**** Materials provided
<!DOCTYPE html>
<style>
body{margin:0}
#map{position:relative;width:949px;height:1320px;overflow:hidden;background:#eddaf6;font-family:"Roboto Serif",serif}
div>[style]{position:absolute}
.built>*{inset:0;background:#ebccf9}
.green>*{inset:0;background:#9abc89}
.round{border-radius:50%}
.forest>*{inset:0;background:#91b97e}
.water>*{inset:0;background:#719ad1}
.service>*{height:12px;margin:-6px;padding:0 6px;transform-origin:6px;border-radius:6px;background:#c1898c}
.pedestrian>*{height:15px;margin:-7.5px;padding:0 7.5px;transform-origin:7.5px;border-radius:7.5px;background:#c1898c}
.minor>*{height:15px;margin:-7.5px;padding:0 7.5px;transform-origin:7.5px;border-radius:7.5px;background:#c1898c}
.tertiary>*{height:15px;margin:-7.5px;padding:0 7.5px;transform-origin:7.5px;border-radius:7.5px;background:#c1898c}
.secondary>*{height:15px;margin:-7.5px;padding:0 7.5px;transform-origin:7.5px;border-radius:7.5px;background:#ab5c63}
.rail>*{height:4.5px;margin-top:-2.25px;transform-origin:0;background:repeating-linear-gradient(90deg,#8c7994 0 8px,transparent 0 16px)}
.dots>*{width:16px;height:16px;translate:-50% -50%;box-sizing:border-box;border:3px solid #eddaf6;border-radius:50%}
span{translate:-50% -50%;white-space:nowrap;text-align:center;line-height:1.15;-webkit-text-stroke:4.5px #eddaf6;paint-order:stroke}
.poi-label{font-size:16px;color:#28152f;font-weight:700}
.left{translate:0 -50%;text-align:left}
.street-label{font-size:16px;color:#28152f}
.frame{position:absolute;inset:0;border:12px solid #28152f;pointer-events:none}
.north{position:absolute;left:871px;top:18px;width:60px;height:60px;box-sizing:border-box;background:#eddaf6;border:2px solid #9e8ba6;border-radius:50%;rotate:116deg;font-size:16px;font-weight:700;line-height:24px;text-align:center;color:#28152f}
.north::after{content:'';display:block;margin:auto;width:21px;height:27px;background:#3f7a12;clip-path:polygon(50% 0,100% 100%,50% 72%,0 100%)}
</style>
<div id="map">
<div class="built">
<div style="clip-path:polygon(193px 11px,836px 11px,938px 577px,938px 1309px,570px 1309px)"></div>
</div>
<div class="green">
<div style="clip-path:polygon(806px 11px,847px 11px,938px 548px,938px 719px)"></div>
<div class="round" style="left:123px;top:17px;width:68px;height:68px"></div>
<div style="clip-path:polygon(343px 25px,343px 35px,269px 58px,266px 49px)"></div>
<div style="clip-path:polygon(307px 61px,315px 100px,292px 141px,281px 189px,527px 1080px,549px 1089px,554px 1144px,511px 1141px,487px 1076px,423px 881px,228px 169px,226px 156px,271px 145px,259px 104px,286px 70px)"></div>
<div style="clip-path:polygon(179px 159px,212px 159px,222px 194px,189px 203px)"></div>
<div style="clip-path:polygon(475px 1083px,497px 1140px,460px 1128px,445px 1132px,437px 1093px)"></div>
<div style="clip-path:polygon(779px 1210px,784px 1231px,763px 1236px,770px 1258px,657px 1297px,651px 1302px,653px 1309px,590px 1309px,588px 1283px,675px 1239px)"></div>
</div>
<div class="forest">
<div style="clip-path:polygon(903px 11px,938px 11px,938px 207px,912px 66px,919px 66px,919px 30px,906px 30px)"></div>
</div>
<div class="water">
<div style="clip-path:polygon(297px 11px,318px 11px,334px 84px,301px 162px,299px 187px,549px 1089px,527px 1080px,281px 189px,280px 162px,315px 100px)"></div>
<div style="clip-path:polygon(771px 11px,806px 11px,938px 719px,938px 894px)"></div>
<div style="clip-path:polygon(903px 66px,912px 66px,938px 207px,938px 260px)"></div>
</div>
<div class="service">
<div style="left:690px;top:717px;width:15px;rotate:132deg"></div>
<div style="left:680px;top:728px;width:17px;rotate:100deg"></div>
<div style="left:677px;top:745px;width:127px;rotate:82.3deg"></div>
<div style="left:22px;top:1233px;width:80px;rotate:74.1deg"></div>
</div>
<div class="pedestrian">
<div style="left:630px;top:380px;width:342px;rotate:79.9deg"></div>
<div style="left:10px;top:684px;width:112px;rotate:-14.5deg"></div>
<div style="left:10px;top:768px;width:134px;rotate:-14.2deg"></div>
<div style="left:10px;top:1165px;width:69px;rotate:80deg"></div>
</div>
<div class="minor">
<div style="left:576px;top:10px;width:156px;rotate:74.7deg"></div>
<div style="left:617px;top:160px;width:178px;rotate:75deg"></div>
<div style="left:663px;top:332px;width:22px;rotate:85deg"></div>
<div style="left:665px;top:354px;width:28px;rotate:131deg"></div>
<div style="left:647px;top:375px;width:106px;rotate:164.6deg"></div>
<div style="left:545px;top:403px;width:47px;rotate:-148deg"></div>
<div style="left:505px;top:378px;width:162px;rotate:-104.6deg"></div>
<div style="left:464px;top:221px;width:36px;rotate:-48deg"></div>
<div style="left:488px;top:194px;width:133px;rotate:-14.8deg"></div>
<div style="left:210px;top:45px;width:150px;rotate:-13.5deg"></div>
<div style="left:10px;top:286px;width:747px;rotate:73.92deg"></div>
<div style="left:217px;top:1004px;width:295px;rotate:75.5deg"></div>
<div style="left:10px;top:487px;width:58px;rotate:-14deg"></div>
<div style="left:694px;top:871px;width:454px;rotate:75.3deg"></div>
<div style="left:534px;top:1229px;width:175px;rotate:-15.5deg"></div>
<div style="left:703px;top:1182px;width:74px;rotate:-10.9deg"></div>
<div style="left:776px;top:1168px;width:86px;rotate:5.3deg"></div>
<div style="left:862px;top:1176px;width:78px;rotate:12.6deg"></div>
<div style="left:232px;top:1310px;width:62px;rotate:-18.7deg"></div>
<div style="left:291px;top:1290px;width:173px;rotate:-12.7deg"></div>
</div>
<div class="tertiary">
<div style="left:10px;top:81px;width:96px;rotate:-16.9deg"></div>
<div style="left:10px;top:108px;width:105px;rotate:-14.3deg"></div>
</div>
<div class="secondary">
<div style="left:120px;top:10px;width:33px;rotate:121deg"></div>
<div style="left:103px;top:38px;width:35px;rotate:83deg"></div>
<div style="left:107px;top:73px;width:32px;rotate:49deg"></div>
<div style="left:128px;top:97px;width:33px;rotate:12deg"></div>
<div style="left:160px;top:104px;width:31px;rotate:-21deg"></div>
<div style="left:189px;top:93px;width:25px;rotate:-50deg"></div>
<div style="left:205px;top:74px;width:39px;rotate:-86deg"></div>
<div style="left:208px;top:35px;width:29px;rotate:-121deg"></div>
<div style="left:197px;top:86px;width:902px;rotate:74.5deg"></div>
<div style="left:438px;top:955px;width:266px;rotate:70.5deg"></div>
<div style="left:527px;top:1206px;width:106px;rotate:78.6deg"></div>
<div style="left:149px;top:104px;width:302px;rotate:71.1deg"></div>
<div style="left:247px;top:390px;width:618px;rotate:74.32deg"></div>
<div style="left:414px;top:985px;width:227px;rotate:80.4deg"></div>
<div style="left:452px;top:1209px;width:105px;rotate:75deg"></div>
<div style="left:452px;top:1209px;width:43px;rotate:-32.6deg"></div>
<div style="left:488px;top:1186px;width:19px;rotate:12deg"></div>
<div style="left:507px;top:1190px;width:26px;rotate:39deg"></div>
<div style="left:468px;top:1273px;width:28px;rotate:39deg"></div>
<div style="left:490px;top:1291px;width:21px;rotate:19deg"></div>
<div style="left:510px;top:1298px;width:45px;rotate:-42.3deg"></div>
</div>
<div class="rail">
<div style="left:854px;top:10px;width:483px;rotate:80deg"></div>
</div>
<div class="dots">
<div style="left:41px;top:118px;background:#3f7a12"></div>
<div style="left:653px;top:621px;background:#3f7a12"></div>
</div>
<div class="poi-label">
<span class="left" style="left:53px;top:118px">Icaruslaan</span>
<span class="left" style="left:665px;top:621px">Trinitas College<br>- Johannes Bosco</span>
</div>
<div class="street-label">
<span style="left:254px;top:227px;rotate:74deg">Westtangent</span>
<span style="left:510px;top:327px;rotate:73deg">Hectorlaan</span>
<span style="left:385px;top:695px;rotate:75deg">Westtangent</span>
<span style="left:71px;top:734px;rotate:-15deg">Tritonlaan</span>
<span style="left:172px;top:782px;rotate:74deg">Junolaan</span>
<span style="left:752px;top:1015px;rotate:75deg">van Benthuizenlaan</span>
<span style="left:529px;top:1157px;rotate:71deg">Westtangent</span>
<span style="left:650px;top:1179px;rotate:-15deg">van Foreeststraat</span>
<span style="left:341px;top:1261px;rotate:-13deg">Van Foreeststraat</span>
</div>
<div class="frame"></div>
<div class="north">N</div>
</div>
********
=== Goal of the exercise ===
Select the lines from the entries that include the word "street".

=== Solution for this exercise ===
.street-label{font-size:16px;color:#28152f}
<div class="street-label">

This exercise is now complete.